Treno delle dolomiti: la storia di ieri, la sfida di domani

Tiscali

Cortina d’Ampezzo 15.02.2016 (DM) - E’ evocativo sin dal nome il Treno delle Dolomiti. L’immagine di un mezzo di trasporto pubblico, che rispettosamente attraversa, senza ferirli, territori che l’Unesco ha iscritto al patrimonio naturale dell’Umanità, consentendo ai viaggiatori di godere di uno dei panorami alpini più belli del mondo, crea una straordinaria suggestione, che ha il sapore della rinascita ma ancor più della sfida: la rinascita di una ferrovia che diede lustro ed energia a questi territori, la sfida di chi vuole investire su sistemi di trasporto moderni, tecnologicamente avanzati e sostenibili in un’ambiente prezioso e delicato, di chi vuol far superare a quest’area sin qui irrisolti problemi di isolamento logistico e infrastrutturale, di chi progetta guardando oltre i confini amministrativi attraverso sinergie che producono benessere diffuso tra comunità confinanti.
 
Il Treno delle Dolomiti, come sinteticamente è ribattezzato il progetto di collegamento ferroviario Venezia-Cadore-Cortina-Val Pusteria – per la cui realizzazione è stato firmato, al Comune di Cortina d’Ampezzo, guidato dal sindaco Andrea Franceschi, un protocollo d’intesa dal presidente della Regione del Veneto, Luca Zaia, dal presidente della Provincia di Bolzano, Arno Kompatscher e dal ministro delle infrastrutture e trasporti, Graziano Delrio – è una avvincente scommessa che hanno deciso di fare insieme la Regione del Veneto e la Provincia Autonoma di Bolzano, con l’autorevole avallo del ministero delle infrastrutture e dei trasporti: una sorta di Fenice che rinasce dalle sue stesse ceneri, dopo la decadenza, la soppressione e la noncuranza che dal 1921 al 1964 ha interessato la Ferrovia delle Dolomiti o  Dolomitenbahn.

Un binario a scartamento ridotto che si snodava lungo un percorso di 65 chilometri, in molti tratti parallelo a quello della strada statale d’Alemagna, nelle valli del Boite e della Rienza, sul quale viaggiava il treno con le carrozze di colore bianco azzurro.
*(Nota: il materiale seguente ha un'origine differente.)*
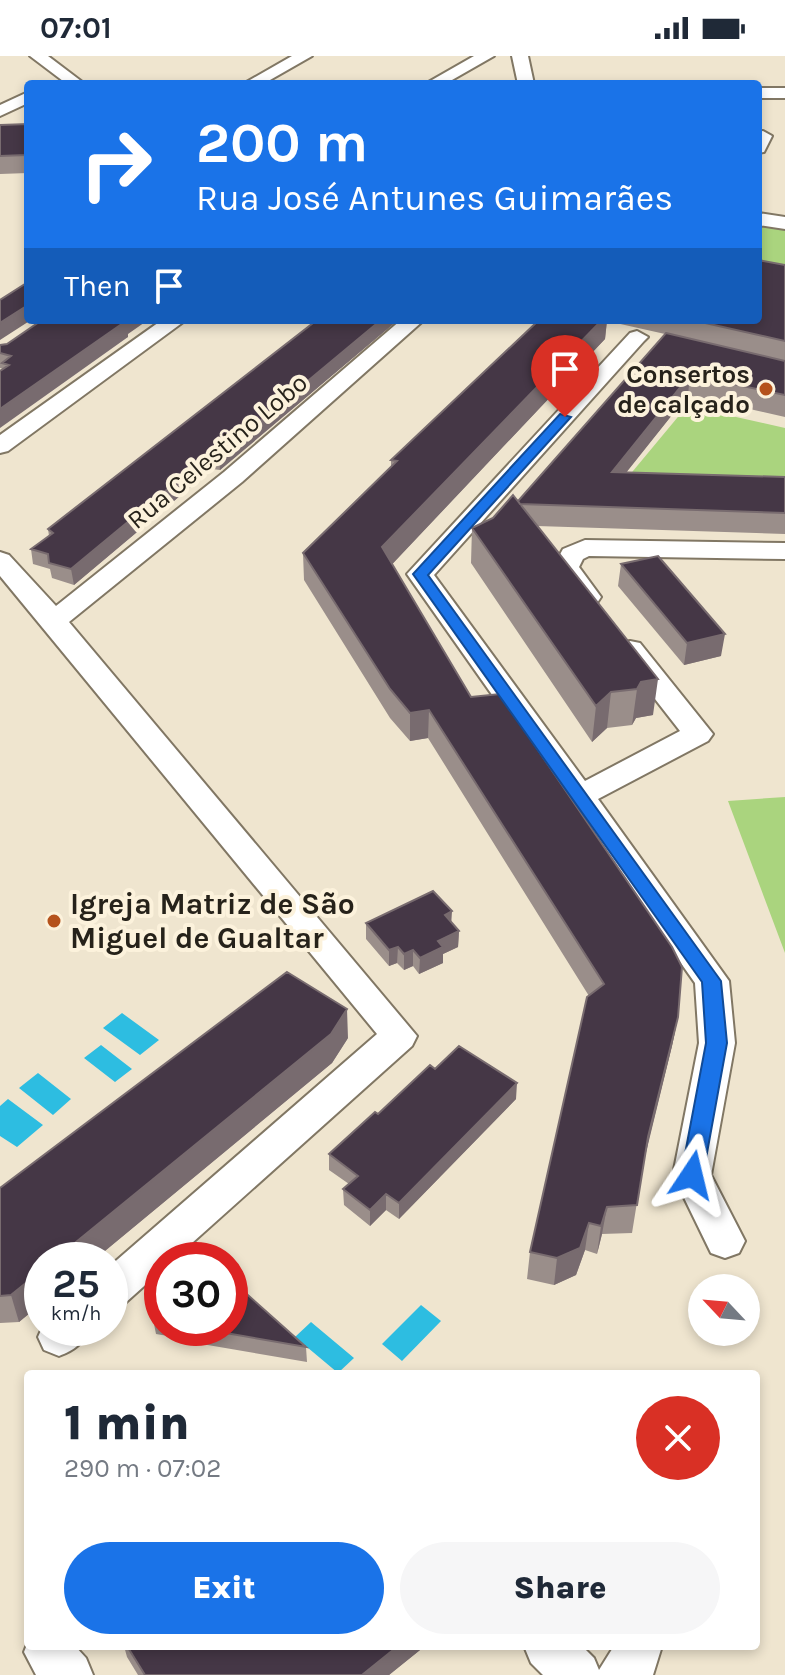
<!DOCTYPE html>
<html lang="en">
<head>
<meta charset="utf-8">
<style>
	body { margin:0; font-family:Karla,sans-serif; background:#f6f6f7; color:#1f2937; height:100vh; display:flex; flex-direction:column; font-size:30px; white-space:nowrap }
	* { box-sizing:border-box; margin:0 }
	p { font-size:26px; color:#747a83 }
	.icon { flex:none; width:44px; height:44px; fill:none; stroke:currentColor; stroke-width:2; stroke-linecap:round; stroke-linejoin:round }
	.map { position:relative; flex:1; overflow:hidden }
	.drawer { position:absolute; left:24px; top:1314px; width:736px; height:280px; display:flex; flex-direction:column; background:#fff; border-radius:8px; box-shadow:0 4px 12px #0003 }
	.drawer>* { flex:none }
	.top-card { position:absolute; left:24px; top:24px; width:738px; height:244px; border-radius:8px; box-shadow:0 4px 12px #0003; background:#1a73e8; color:#fff; overflow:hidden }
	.needle { width:52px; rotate:296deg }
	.buttons { position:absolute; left:688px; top:1218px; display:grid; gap:16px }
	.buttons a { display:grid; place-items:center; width:72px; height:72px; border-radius:50%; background:#fff; box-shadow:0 4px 12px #0003; font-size:40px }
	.speed { position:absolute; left:24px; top:1186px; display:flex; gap:16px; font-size:40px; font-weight:700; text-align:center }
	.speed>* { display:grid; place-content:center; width:104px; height:104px; border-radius:50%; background:#fff; box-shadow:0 4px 12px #0003; line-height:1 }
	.speed small { font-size:20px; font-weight:400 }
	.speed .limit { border:12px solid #d22; background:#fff; color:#111 }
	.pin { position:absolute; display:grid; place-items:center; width:68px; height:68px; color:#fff; margin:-82px -34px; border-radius:50% 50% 50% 0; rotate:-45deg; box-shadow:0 0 8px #0007 }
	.pin .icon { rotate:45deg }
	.me { position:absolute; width:88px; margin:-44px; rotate:10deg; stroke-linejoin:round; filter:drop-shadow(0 0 6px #0008) }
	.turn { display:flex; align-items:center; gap:28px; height:168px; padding:0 40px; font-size:36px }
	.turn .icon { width:104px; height:104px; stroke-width:2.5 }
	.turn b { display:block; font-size:56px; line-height:68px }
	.then { display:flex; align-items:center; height:76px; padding:0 40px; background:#0003; gap:16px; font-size:30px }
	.round { display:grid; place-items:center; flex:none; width:84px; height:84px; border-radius:42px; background:#f6f6f7 }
	.summary { display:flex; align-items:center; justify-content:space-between; height:136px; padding:0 40px }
	h1 { font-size:48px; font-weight:800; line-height:60px }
	.button { display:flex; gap:16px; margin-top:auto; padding:16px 40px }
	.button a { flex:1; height:92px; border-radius:48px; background:#1a73e8; color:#fff; font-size:32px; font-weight:800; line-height:92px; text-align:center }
	.button a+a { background:#f6f6f7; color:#1f2937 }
	.status { display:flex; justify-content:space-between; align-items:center; height:56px; padding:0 40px; background:#fff; direction:ltr }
	.status svg { height:22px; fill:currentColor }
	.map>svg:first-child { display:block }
	.green { fill:#aad47e }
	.water { fill:#2dbde1 }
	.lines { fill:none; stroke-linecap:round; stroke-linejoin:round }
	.minor-casing { stroke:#817764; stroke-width:4 }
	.minor { fill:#fff; fill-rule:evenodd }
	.wall { fill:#9a8e8a }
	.shaded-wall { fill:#786b6f }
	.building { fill:#453746; stroke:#786b6f; stroke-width:2 }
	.route { fill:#1a73e8; stroke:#114b97; stroke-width:2 }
	.poi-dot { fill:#b5521c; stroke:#fcf2dc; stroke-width:3 }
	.labels { text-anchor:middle; stroke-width:8; stroke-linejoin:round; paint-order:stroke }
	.far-poi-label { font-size:26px; font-weight:bold; fill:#26221a; stroke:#fcf2dc; text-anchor:end }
	.far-street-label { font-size:26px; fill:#26221a; stroke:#fcf2dc }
	.poi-label { font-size:30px; font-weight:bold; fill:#26221a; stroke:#fcf2dc; text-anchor:start }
</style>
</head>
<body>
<div class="status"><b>07:01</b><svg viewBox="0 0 49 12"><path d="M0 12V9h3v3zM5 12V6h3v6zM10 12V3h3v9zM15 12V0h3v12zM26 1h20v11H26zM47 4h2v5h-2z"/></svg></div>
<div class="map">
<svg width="785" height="1619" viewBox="0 0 785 1619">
	<rect width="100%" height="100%" fill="#efe5cf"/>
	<path class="green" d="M 758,169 L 785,172 L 785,209 L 758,204 Z
		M 687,350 L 785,372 L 785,431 L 623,427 Z
		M 785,741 L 785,897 L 728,745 Z"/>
	<path class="water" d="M 122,957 L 159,984 L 140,999 L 103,972 Z
		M 101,989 L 132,1013 L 115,1026 L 84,1002 Z
		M 38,1017 L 71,1043 L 53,1059 L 19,1032 Z
		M 8,1043 L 43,1069 L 17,1091 L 0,1080 L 0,1050 Z
		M 421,1249 L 441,1265 L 402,1305 L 382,1288 Z
		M 311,1266 L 354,1302 L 338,1317 L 295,1281 Z"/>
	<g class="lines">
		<g class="minor-casing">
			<path id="minor" d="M 30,0 L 48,0 L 85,28 L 67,28 Z
				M 292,0 L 312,0 L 263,28 L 243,28 Z
				M 474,0 L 494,0 L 445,28 L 425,28 Z
				M 512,0 L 528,0 L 534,28 L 518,28 Z
				M 758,32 L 785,32 L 785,42 L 758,42 Z
				M 28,36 L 28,47 L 0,60 L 0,49 Z
				M 763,75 L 772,80 L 764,96 L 758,97 L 758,76 Z
				M 758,157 L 785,161 L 785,173 L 758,169 Z
				M 162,264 L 186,264 L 8,395 L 0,397 L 0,379 Z
				M 401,264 L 424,264 L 242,426 L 69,566 L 417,980 L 412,990 L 173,1204 L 162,1204 L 162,1214 L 124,1248 L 110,1253 L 110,1210 L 377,978 L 0,520 L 0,496 L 9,499 L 56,550 L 224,416 Z
				M 637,275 L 648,281 L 644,285 L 434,519 L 585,725 L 680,675 L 616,593 L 620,587 L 630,585 L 640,587 L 713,678 L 708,685 L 598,743 L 729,925 L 735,987 L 711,1119 L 745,1185 L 739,1197 L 725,1202 L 711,1197 L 673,1119 L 699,987 L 695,927 L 407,518 L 630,277 Z
				M 585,484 L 785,487 L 785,503 L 589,500 L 583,503 L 579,511 L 601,541 L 597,547 L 579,547 L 553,511 L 563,493 Z
				M 42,1272 L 90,1272 C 82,1288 75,1294 59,1300 L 44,1294 L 38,1281 Z
				M 28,1586 L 28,1590 L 75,1590 L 86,1602 L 93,1619 L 36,1619 L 24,1596 Z
				M 524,1590 L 582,1590 L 594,1602 L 599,1614 L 614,1590 L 662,1590 L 653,1619 L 543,1619 L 531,1607 Z"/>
		</g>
		<use href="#minor" class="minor"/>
	</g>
	<path class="wall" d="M 28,68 L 28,117 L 0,118 L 0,69 Z
		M 785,209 L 785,361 L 688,339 L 626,416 L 785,421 L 785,478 L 537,470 L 653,659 L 636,662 L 632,669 L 607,672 L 592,686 L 471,507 L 472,472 L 493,462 L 518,445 L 665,278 L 607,265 L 605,283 L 392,508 L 471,641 L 678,961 L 672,990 L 644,1103 L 632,1177 L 602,1178 L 597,1198 L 585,1194 L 576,1219 L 554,1229 L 527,1223 L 530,1196 L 589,940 L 428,682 L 410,685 L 390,662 L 304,524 L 303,497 L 391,412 L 391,404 L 539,264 L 758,264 Z
		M 317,264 L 398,264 L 220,414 L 212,413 L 74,529 L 52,522 L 50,513 L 33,508 L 31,493 L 49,480 L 48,473 Z
		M 128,278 L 128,281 L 3,313 L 0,312 L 0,289 Z
		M 621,508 L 721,600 L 684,609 L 618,530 Z
		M 451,866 L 459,875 L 458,891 L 443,898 L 443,907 L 419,918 L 413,910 L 404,914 L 397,907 L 389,910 L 366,883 L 366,867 Z
		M 348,982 L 332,1007 L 94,1204 L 42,1204 L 42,1247 L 19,1266 L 0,1267 L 0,1132 Z
		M 435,1013 L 516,1043 L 399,1163 L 386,1154 L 370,1170 L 344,1149 L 343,1133 L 349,1128 L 329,1114 L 329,1098 Z
		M 162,1254 L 162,1272 L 230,1272 L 306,1291 L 307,1306 L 196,1287 L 194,1290 L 180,1282 L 156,1278 L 153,1263 Z
		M 124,1590 L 425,1590 L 389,1619 L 138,1619 L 127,1601 Z"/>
	<path class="shaded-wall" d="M 28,249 L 28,264 L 31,264 L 0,284 L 0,267 Z
		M 124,264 L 148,264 L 128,278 L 128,281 L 0,372 L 0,353 Z
		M 381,264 L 398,264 L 220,414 L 219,399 Z
		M 602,264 L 607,264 L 605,283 L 383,518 L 382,491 Z
		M 690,319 L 688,339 L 610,437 L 612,416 Z
		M 210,398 L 212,413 L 74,529 L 71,513 Z
		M 725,578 L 721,600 L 684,609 L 687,587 Z
		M 658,623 L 653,659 L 636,662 L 632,669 L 637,633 L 641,626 Z
		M 611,636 L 607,672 L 592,686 L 596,650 Z
		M 429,654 L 428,682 L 410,685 L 410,657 Z
		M 452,855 L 451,871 L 445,859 Z
		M 459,875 L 458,891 L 443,898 L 443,907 L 419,918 L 420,902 L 438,885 Z
		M 398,891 L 397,907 L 389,910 L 389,894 Z
		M 413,894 L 413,910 L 404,914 L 404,898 Z
		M 347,953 L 348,982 L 332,1007 L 94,1204 L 54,1204 Z
		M 678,961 L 672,990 L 643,1109 L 648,1081 Z
		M 517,1027 L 516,1043 L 399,1163 L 399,1147 Z
		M 386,1138 L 386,1154 L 370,1170 L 370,1154 Z
		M 607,1151 L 602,1178 L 597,1198 L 601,1170 Z
		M 589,1167 L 585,1194 L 576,1219 L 554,1229 L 557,1202 Z
		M 42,1214 L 42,1247 L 19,1266 L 11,1239 Z
		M 194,1272 L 196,1287 L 194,1290 L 191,1274 Z
		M 398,1590 L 425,1590 L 389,1619 L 362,1619 Z"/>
	<path class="building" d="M 28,68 L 28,92 L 26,99 L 0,100 L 0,69 Z
		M 758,204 L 785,209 L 785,285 L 692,264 L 758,264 Z
		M 28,226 L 28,249 L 0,267 L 0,244 Z
		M 42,264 L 124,264 L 123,265 L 126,265 L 0,353 L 0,315 L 9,309 L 2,307 L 11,300 L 0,297 L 0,289 L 7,288 Z
		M 317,264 L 381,264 L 219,399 L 210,398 L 71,513 L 49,507 L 48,498 L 31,493 L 53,477 L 48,473 Z
		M 539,264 L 602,264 L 382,491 L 471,641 L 500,638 L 672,891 L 682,911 L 678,961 L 648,1081 L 637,1149 L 607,1151 L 601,1170 L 589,1167 L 580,1192 L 557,1202 L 530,1196 L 587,941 L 604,928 L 429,654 L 410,657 L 390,633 L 303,497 L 397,405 L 391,404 Z
		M 666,277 L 785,305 L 785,339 L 690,319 L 612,416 L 785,421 L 785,457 L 520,448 L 518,445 Z
		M 513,439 L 658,623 L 641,626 L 637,633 L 611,636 L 596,650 L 472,472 L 493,462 Z
		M 658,500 L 725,578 L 687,587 L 621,508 Z
		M 433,835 L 452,855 L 445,859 L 459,875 L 438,885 L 443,891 L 420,902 L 413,894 L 404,898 L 398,891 L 389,894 L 366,867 Z
		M 287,916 L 347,953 L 331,978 L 54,1204 L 42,1204 L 42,1214 L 11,1239 L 0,1240 L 0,1132 Z
		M 459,990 L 517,1027 L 399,1147 L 386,1138 L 370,1154 L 343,1133 L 358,1120 L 329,1098 L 375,1056 L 378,1058 L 430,1009 L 435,1013 Z
		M 230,1223 L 306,1291 L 197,1272 L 230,1272 Z
		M 162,1254 L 162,1264 L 153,1263 Z
		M 127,1590 L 398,1590 L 362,1619 L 145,1619 Z"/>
	<path class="route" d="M 560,358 L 571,361 L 428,519 L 721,925 L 727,987 L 703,1119 L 700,1126 L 692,1128 L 684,1126 L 681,1119 L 706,987 L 702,926 L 413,518 Z"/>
	<g class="poi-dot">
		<circle cx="766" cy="333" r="8"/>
		<circle cx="54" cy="865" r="8"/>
	</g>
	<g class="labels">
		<g class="far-poi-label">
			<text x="750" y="327">Consertos<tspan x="750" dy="30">de calçado</tspan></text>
		</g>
		<g class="far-street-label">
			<text transform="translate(217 395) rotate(-40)" y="9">Rua Celestino Lobo</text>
		</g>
		<g class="poi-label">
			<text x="70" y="858">Igreja Matriz de São<tspan x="70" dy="34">Miguel de Gualtar</tspan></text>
		</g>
	</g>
</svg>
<div class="buttons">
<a><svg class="needle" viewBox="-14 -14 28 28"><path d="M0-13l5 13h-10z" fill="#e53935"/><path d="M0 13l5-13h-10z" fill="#747a83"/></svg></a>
</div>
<div class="speed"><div>25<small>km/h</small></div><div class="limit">30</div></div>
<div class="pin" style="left:565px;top:361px;background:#d93025"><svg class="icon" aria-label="arrive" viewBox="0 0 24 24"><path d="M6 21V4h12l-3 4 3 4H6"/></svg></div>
<svg class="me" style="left:692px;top:1119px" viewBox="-20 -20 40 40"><path d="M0-17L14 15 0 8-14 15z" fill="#1a73e8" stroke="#fff" stroke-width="4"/></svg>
<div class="top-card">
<div class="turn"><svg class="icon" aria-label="right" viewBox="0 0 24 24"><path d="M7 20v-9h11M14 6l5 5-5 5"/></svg><div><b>200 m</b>Rua José Antunes Guimarães</div></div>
<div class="then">Then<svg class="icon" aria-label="arrive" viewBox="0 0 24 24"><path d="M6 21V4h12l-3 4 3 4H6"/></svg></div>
</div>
<section class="drawer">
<div class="summary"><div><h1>1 min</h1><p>290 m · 07:02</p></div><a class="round" style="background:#d93025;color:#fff"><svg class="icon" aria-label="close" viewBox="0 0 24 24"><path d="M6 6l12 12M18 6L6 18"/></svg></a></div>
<div class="button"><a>Exit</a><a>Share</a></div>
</section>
</div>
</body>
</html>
La linea partiva da Calalzo a quota 741 mt., raggiungeva Cortina a 1.224 mt., superava il Passo di Cimabanche a quota 1.529 mt. e si attestava a Dobbiaco a quota 1.217 mt. sul livello del mare.
 
I primi progetti di questo tracciato risalgono alla fine del 1800, ma solo nel periodo della Grande Guerra, per esigenze belliche, si iniziò concretamente a lavorare alla ferrovia. I geni militari austriaco e italiano realizzarono alcuni tratti con lo scopo di trasportare i rifornimenti sul fronte alpino.
 
“Noi pensiamo che questo sia il vero progetto che può aprire una nuova fase storica per le Dolomiti in primis, ma anche per i territori del Veneto e dell’Alto Adige. E sia chiaro: non stiamo parlando di un’utopia ma di un’opera che possiamo concretamente realizzare. Qui ci giochiamo il jolly”.
Le parole sono quelle del governatore veneto, Luca Zaia, ma la pensano esattamente come lui anche il presidente Kompatscher e il ministro Delrio.